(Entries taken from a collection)
== Segment start ==
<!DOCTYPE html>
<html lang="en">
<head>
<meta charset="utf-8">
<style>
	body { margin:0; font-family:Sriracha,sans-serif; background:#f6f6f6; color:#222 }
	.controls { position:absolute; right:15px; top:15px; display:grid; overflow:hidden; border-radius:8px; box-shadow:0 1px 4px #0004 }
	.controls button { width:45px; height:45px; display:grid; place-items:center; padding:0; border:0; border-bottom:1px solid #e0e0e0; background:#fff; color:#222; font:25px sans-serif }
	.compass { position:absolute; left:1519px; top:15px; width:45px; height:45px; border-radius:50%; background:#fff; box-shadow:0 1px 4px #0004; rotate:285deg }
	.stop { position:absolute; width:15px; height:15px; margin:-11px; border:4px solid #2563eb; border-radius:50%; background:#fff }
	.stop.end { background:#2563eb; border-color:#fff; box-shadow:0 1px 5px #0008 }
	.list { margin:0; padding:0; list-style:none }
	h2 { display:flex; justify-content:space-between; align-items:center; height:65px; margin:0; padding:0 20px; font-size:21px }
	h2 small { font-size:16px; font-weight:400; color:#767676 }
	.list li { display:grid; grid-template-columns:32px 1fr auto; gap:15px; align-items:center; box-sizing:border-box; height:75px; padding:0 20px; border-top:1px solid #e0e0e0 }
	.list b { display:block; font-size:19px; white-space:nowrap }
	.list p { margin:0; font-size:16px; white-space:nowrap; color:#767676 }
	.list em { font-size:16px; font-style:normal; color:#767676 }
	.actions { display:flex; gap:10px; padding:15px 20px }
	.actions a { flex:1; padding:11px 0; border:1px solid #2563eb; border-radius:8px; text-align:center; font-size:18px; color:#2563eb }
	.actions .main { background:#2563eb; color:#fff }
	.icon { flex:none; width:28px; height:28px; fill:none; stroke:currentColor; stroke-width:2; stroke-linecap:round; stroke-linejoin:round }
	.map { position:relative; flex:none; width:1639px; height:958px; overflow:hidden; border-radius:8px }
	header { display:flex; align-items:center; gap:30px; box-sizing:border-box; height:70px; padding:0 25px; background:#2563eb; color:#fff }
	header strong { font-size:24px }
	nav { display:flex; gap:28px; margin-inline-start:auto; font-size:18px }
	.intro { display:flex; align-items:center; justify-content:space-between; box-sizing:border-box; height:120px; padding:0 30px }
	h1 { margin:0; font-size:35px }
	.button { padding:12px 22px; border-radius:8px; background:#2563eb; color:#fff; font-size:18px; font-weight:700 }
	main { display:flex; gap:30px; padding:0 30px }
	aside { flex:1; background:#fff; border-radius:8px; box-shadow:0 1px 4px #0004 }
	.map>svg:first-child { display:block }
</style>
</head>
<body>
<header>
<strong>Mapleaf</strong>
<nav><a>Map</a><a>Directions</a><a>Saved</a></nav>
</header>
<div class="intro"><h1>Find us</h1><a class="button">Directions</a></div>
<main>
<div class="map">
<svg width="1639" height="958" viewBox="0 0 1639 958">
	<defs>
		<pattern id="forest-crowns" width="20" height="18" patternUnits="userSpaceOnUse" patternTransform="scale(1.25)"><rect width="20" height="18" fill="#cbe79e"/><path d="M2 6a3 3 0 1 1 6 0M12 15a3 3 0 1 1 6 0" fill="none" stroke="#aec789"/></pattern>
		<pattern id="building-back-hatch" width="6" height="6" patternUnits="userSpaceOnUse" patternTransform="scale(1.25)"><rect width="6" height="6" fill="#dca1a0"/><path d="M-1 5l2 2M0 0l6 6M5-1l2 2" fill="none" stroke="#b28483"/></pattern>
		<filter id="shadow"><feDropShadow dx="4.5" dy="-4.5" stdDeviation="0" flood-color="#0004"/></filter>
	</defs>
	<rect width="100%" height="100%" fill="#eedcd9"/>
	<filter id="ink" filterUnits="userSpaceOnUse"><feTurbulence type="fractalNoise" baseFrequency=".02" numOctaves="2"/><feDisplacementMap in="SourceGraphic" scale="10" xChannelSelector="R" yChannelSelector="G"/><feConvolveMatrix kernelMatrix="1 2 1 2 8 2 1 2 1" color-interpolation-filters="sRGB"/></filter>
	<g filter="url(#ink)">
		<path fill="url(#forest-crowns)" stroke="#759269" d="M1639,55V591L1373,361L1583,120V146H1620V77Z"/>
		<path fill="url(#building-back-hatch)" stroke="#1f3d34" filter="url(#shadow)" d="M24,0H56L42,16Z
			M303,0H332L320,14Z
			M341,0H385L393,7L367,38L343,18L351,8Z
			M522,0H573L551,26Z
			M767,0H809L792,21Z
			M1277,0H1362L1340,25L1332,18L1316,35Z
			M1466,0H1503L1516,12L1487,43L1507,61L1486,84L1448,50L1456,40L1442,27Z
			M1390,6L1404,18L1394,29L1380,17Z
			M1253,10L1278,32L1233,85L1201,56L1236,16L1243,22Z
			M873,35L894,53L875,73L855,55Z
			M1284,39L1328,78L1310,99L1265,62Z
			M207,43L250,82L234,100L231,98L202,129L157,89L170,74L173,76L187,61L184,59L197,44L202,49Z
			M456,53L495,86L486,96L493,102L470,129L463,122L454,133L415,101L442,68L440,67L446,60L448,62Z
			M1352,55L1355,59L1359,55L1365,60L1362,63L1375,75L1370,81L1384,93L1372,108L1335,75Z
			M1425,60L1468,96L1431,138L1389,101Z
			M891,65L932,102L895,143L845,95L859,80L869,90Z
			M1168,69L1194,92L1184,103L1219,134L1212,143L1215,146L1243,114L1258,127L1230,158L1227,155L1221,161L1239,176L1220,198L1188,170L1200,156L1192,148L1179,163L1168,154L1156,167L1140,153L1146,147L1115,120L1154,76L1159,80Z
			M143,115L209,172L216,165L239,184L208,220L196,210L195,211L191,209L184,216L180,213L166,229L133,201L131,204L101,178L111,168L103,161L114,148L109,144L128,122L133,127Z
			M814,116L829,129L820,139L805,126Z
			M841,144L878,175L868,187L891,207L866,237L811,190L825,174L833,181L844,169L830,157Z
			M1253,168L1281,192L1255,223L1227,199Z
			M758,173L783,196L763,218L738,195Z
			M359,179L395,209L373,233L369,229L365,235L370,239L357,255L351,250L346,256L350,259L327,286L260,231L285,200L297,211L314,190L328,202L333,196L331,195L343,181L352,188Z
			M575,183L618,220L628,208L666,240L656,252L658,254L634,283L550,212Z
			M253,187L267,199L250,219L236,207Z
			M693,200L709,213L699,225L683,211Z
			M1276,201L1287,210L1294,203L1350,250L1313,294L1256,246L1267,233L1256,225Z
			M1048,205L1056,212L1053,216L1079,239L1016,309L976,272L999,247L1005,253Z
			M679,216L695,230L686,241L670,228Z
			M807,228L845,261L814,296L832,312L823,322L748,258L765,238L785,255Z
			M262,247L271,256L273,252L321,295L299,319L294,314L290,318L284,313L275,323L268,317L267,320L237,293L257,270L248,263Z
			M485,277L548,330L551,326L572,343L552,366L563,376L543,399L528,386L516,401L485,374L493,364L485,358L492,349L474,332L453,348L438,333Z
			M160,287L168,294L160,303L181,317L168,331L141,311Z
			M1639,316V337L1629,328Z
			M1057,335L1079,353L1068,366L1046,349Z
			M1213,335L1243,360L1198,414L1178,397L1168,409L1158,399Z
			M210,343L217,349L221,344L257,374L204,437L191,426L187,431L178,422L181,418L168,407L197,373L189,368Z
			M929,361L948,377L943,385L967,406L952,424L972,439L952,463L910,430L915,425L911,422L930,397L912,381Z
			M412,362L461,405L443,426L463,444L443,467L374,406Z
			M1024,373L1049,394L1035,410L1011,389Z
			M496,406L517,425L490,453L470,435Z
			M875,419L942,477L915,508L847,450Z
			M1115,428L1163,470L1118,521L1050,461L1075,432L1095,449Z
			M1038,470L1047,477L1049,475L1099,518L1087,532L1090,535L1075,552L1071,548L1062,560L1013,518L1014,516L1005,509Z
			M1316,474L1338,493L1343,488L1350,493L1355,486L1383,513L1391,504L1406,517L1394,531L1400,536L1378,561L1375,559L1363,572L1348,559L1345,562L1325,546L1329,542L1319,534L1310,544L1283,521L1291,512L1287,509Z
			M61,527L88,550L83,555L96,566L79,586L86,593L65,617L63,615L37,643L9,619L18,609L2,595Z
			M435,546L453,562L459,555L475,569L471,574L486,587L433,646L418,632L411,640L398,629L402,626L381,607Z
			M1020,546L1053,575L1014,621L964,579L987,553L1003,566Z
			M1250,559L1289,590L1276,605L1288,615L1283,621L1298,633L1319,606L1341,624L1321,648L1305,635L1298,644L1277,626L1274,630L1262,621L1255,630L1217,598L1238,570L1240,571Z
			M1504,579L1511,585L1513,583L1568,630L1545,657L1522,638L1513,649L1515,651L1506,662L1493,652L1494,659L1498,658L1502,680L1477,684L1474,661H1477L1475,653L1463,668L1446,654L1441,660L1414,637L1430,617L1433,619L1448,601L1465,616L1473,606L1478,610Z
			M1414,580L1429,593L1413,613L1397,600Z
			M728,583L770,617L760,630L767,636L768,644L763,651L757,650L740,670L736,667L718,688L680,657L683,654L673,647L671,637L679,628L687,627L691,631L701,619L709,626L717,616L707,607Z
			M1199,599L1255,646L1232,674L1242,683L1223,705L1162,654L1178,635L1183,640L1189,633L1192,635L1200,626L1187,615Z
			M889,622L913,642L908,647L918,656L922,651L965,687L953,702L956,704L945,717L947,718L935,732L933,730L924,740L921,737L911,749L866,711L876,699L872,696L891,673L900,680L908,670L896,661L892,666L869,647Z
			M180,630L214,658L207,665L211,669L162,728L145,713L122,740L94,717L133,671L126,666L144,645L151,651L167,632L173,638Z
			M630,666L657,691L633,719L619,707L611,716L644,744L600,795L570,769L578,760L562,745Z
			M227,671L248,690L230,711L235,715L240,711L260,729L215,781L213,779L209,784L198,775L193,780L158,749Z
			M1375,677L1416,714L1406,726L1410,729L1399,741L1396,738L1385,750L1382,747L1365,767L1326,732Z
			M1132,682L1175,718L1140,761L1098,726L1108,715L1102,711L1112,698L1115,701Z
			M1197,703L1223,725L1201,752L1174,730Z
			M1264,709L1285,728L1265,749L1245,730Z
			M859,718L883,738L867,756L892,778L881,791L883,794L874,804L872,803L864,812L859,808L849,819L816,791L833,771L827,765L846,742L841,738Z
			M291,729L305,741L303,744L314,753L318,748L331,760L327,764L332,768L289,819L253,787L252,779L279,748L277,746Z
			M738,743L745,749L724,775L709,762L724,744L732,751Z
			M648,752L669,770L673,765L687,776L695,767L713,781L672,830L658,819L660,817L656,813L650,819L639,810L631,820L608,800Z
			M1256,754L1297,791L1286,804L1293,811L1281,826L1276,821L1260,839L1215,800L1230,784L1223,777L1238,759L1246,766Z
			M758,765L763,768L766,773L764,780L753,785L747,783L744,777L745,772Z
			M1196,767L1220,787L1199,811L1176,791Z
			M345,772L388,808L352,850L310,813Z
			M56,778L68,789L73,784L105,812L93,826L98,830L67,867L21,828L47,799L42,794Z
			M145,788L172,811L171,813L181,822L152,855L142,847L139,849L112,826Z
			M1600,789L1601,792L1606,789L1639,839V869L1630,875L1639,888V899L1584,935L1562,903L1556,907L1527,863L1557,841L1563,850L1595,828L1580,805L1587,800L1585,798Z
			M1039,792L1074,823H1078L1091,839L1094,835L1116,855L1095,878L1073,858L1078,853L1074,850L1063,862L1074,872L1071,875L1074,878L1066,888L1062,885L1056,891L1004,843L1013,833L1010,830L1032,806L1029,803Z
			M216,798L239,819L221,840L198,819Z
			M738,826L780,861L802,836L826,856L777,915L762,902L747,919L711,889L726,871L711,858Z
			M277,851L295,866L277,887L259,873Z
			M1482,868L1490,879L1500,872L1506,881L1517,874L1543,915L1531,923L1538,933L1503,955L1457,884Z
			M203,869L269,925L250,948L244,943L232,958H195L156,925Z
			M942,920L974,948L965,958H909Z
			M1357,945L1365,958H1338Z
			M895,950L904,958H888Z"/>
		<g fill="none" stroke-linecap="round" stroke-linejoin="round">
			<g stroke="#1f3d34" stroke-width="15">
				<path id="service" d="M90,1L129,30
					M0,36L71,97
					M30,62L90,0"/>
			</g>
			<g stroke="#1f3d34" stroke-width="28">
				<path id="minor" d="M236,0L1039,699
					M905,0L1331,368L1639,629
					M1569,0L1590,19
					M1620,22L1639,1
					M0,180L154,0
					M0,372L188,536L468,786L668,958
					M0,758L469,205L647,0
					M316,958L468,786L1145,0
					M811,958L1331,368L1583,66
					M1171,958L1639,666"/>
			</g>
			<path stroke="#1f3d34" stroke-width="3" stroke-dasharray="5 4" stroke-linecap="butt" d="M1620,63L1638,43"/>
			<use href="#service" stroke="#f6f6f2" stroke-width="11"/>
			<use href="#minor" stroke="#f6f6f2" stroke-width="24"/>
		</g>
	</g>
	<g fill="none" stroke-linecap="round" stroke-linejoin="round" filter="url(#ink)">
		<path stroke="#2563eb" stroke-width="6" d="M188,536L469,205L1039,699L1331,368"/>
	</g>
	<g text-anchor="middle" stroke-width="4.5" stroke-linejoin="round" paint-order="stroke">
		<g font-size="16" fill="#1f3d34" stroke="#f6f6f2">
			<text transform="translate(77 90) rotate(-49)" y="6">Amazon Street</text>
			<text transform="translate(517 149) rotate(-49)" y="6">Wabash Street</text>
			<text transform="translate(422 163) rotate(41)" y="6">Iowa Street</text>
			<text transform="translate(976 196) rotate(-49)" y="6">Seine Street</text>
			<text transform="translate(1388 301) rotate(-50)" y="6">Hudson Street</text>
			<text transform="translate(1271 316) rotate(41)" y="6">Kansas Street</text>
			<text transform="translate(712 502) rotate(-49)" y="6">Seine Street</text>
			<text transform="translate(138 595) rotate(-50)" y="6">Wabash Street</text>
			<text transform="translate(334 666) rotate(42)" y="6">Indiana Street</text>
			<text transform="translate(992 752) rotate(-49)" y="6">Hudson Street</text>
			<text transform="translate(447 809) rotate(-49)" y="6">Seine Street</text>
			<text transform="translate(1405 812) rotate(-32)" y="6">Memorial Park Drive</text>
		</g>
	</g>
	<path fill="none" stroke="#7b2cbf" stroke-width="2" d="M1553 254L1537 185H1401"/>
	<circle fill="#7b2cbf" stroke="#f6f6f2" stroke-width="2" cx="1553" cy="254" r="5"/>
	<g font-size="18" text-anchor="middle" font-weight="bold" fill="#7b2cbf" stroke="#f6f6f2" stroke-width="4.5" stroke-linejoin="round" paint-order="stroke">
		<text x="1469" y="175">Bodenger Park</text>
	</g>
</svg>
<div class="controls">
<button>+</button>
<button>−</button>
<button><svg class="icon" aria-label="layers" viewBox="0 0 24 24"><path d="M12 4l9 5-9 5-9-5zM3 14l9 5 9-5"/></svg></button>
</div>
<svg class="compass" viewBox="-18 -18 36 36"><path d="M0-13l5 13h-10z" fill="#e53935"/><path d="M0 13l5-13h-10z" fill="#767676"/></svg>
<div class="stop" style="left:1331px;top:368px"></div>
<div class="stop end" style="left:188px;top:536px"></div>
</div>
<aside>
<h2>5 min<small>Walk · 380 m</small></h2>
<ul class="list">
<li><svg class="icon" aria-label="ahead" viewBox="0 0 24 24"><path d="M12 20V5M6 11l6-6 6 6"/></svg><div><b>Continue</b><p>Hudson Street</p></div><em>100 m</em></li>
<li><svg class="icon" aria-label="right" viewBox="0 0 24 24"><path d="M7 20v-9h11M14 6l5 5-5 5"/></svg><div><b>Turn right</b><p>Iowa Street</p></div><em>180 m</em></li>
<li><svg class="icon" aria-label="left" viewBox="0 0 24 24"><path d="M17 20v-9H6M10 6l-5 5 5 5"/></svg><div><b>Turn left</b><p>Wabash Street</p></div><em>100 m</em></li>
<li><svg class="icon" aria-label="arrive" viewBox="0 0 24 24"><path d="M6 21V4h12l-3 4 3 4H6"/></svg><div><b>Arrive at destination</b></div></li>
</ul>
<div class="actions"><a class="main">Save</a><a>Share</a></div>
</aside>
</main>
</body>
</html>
== Segment end ==
*Exercise details*: Please retype, with no changes, the lines that run from the first line of the entries to the line with "position:absolute; right:15px; top:15px;", both ends included.

*Answer*:
<!DOCTYPE html>
<html lang="en">
<head>
<meta charset="utf-8">
<style>
	body { margin:0; font-family:Sriracha,sans-serif; background:#f6f6f6; color:#222 }
	.controls { position:absolute; right:15px; top:15px; display:grid; overflow:hidden; border-radius:8px; box-shadow:0 1px 4px #0004 }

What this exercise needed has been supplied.